The writer's style and gift for description immediately brings home and makes real the unpalatable vision of a meat-packing factory shift on a tiny hourly rate; a cold onion field in the Midlands in the early hours; or a seedy suburban `massage parlour' (read `brothel') as well as crowded, dingy rooms packed with grubby mattresses shared by workers who pay for the dubious privilege. Meanwhile, the fact that Pai works secretly, for and alongside bosses known for their violent or brutal tactics (and gives many detailed names and places) makes the reading a nervous adventure as you begin to fear for the author's own safety.
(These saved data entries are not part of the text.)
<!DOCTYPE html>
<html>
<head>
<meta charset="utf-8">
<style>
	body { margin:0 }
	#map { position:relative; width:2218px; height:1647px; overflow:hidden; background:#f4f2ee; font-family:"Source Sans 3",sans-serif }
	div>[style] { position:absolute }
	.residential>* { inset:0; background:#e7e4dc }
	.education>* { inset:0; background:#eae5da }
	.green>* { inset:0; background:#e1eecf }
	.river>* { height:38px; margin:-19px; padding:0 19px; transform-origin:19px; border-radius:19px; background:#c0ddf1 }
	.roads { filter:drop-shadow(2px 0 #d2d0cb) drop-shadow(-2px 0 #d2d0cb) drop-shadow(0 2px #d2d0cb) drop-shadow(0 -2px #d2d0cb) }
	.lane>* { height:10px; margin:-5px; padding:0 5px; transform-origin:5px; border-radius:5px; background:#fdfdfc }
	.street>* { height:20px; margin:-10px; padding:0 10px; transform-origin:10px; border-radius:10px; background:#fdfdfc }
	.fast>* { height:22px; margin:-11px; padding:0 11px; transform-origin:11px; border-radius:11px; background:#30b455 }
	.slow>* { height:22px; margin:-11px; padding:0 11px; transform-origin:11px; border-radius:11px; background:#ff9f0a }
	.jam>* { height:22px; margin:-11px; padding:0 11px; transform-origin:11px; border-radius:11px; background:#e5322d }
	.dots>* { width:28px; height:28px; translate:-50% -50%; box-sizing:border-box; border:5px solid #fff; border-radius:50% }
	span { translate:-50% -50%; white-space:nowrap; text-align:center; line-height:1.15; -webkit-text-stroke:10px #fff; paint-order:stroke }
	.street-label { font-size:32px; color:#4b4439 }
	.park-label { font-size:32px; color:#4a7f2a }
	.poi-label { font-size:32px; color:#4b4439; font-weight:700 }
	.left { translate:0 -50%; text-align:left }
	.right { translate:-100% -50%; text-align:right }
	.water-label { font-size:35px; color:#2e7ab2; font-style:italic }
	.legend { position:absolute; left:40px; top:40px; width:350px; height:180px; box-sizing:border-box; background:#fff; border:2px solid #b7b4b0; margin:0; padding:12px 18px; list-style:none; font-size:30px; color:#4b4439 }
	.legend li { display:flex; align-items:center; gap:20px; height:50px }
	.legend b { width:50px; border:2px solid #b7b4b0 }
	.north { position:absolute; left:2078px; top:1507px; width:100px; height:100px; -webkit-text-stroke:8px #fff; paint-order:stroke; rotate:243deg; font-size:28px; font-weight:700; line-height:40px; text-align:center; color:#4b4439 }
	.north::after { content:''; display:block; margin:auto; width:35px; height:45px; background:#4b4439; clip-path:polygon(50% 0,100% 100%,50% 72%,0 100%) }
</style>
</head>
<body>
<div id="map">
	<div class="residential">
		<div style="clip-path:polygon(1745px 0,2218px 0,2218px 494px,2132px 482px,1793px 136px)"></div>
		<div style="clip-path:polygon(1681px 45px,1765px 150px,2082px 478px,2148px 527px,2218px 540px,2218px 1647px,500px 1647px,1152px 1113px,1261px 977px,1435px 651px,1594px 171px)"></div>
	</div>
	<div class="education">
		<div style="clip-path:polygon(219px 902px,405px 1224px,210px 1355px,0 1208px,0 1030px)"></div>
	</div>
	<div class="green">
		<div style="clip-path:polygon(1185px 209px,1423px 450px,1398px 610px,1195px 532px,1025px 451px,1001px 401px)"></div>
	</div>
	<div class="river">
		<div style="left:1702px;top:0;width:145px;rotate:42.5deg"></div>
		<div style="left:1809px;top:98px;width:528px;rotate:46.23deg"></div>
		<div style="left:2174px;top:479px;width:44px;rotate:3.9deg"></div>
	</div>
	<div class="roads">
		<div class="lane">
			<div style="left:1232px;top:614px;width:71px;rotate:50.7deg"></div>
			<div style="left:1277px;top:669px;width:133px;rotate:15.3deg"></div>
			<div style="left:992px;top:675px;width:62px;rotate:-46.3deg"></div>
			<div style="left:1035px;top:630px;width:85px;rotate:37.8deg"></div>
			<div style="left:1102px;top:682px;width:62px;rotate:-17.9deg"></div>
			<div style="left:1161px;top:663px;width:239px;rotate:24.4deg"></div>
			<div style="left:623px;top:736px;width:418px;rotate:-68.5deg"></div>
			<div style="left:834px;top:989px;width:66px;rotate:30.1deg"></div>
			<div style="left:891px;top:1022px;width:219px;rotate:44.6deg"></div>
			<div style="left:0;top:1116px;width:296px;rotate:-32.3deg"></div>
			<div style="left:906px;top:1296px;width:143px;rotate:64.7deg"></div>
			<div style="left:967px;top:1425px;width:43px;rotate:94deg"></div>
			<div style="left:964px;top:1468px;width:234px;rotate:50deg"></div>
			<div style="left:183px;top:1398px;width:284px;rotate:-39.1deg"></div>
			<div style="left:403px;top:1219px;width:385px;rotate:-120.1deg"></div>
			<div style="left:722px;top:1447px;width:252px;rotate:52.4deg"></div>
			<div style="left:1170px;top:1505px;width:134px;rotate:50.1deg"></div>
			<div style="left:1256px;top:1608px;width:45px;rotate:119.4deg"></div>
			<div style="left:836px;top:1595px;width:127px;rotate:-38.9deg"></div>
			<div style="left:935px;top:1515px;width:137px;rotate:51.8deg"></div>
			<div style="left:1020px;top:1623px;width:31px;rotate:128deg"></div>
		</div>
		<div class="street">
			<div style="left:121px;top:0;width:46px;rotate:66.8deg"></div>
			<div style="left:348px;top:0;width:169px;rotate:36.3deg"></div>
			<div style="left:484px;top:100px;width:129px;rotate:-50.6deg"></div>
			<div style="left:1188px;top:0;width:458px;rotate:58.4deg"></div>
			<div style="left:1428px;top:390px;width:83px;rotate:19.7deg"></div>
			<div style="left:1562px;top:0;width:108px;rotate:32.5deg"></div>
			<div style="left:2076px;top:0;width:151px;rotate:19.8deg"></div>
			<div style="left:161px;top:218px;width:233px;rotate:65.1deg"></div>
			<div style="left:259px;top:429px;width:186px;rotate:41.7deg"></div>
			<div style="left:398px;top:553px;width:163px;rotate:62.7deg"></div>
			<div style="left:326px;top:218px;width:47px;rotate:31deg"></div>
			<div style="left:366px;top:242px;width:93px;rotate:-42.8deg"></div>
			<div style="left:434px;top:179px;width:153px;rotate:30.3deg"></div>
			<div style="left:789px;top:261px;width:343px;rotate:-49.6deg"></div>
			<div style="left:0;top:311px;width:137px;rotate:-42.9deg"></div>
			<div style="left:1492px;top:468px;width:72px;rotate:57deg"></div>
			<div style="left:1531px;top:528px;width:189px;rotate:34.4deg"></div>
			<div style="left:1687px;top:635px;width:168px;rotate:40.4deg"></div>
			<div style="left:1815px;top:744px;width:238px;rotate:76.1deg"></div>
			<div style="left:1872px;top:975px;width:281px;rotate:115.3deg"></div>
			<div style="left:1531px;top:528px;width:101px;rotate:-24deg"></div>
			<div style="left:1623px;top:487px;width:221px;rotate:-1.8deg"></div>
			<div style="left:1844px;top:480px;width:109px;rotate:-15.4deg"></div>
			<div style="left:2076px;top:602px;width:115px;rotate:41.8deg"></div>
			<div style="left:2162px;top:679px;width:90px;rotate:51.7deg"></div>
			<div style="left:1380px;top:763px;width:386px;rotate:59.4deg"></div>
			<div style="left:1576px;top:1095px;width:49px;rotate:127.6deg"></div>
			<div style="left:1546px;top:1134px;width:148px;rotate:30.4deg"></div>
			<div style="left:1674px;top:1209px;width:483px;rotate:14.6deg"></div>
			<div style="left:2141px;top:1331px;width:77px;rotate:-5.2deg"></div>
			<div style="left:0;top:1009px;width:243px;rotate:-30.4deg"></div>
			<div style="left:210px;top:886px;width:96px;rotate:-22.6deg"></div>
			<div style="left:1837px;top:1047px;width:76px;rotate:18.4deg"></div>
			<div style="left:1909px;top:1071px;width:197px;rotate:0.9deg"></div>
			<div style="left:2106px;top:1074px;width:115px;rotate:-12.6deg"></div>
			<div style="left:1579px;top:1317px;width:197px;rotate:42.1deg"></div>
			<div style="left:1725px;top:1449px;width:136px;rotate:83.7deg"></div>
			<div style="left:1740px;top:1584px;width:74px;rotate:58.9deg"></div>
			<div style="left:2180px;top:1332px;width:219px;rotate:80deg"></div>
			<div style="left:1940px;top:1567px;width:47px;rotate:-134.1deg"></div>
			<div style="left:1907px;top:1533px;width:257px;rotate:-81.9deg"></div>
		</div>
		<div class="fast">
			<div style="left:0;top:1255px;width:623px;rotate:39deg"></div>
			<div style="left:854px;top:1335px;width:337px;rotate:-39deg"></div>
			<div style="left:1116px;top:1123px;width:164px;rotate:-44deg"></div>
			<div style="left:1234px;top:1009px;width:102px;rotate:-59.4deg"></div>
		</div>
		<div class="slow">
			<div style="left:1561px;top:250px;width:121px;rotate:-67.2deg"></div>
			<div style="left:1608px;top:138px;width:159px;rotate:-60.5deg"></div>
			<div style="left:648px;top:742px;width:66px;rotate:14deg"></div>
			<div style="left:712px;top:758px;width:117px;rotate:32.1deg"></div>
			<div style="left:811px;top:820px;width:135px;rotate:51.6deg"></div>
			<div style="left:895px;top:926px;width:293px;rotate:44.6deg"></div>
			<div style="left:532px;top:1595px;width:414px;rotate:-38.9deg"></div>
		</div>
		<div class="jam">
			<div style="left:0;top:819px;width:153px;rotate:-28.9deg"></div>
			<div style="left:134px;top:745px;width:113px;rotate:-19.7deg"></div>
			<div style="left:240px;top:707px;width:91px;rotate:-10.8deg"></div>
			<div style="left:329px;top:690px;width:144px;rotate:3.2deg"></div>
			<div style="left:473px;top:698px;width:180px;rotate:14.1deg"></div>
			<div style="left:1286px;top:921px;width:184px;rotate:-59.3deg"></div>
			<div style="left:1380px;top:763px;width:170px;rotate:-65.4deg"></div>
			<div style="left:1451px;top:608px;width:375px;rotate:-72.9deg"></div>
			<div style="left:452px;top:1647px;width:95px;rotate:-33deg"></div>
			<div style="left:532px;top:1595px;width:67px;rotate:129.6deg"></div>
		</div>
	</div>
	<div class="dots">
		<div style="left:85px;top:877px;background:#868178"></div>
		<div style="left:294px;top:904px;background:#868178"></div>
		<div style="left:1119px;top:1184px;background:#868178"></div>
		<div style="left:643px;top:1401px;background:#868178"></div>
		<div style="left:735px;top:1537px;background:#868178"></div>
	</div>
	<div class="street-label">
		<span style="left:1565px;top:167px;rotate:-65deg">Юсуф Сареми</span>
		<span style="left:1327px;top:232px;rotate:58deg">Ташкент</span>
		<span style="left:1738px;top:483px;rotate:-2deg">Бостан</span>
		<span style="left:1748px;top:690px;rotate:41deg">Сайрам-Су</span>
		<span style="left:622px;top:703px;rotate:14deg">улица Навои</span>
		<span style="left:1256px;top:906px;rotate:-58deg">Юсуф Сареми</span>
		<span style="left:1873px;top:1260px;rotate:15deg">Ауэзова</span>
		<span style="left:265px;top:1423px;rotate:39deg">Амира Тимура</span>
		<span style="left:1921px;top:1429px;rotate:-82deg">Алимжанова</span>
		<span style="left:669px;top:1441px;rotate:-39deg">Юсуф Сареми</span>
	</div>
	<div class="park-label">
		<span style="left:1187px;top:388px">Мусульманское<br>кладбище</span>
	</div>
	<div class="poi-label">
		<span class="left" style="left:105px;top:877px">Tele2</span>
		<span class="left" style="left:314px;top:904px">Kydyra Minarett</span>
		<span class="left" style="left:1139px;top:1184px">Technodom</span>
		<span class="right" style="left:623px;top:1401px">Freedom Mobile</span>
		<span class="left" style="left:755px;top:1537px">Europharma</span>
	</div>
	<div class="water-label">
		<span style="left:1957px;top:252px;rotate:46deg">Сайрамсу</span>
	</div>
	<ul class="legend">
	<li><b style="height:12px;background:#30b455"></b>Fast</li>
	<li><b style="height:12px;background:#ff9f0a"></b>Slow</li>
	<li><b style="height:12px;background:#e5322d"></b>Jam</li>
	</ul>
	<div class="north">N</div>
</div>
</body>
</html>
The writer's disgust at this urgent humanitarian issue comes through clearly but Pai uses her journalist's professionalism to balance her findings with the defensive statements of the shady agencies and employers she accuses. Furthermore, rather than polemically communicating mere hopeless anguish she regularly refers to the need for updated legislation to solve this Dickensian problem festering within a 21st century society. Just beneath the surface of the famous capital's tourist hotspots; in its suburbs; and away in lesser-known Midlands , Northern and East-Anglian towns, a pathetic, prone and powerless underclass works in unacceptable conditions, manhandling the very produce proffered by leading supermarket chains to sustain consumers in their superior fantasy of cornucopic choice.
Migrant workers fear the police as much as their bosses and are afraid to present themselves to doctors or A&E wards when sick or injured for fear of discovery and deportation. Some die even before they reach Britain -as we know from hideous stories of suffocating trailers arriving in Dover or the Republic of Ireland. Others, like the so-called `cockle pickers' of Morecambe bay, die in tragedies which should not be allowed to occur in any country which thinks of itself as fair and decent (these events have been movingly portrayed by Nick Broomfield in his film `Ghosts' -also based on the work of Hsiao-Hung Pai).
Cultural theorist Sarat Maharaj has compared the inexorable suction of the fatal Morecambe bay tide to that economic force which draws migrant labour from China to Europe, and one of the most pathetic and emotive images of the Morecambe bay tragedy remains that of people, aware of their imminent demise, saying goodbye to loved ones on the other side of the world, using mobile phones to express their fear, sorrow and ultimate folly.